Mr Hain said the criticisms were made in a formal phone call to the then Welsh Secretary's office, not in a private capacity and the Blair was informed of his feelings.

Mr Hain said: "He rang me up when I was a Cabinet minister in 2003, after the invasion.

"He said: 'A big mistake Peter, a very big mistake. It is wrong. Why is Tony doing this after all his support for Africa? This will cause huge damage internationally'.

"I had never heard Nelson Mandela so angry and frustrated. He clearly felt very, very strongly that the decision that the prime minister had taken - and that I as a member of the Cabinet had been party to - was fundamentally wrong and he told me it would destroy all the good things that Tony Blair and we, as a government, had done in progressive policy terms across the world.
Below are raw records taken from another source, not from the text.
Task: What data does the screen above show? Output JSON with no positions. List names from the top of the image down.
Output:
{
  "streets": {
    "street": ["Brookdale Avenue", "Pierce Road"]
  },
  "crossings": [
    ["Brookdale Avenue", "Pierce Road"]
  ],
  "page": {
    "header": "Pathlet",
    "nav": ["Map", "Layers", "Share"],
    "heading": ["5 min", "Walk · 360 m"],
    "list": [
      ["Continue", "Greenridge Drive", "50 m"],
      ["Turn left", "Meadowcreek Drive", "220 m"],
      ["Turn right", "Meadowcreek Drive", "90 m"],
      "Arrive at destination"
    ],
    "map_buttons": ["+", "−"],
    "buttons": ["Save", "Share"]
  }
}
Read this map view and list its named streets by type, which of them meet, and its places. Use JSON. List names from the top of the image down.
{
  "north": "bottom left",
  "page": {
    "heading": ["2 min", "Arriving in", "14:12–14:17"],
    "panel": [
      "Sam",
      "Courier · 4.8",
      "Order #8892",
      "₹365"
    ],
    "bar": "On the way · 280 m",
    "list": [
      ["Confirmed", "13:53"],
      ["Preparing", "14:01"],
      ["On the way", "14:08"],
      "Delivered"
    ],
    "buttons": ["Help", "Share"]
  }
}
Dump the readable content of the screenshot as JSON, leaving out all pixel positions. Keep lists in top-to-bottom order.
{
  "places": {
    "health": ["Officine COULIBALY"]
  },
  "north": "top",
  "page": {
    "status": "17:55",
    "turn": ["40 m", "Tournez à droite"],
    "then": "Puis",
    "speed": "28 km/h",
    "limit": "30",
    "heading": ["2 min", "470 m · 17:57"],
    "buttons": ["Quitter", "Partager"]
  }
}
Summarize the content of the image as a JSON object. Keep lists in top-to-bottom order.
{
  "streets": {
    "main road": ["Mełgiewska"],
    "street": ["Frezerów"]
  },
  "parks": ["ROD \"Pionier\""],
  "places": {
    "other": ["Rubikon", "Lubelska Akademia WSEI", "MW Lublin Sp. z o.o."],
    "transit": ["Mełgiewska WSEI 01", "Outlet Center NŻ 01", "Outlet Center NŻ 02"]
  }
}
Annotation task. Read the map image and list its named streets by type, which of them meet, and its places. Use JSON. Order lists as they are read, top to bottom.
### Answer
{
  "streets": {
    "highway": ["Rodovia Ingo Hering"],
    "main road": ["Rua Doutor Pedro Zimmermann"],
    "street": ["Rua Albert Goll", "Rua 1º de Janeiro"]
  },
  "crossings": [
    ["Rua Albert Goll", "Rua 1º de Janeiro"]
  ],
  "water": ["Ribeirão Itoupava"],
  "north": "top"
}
Mr Hain, who is a family friend of Mandela said: "He was always full of praise for the way our government had trebled the overseas aid and development budget for Africa."

Mandela was also pleased at the interventions in Sierra Leone and Bosnia and work to secure the ban on landmines, he said.

"He just felt that all of this had been completely blown out of the water by the Iraq invasion.

"I know Nelson Mandela quite well. He was virtually breathing fire down the phone on this and feeling a sense of betrayal. It was quite striking."

Mr Hain said he told Mr Mandela that he respected his feelings but that the prime minister "acted out of conviction".

"I think I said we would simply have to judge it historically whether it was the right decision. But he was adamant that we could not wait for history."

Mr Hain grew up in South Africa, where his anti-Apartheid campaigner parents knew Mr Mandela who he now describes as "a friend and a hero".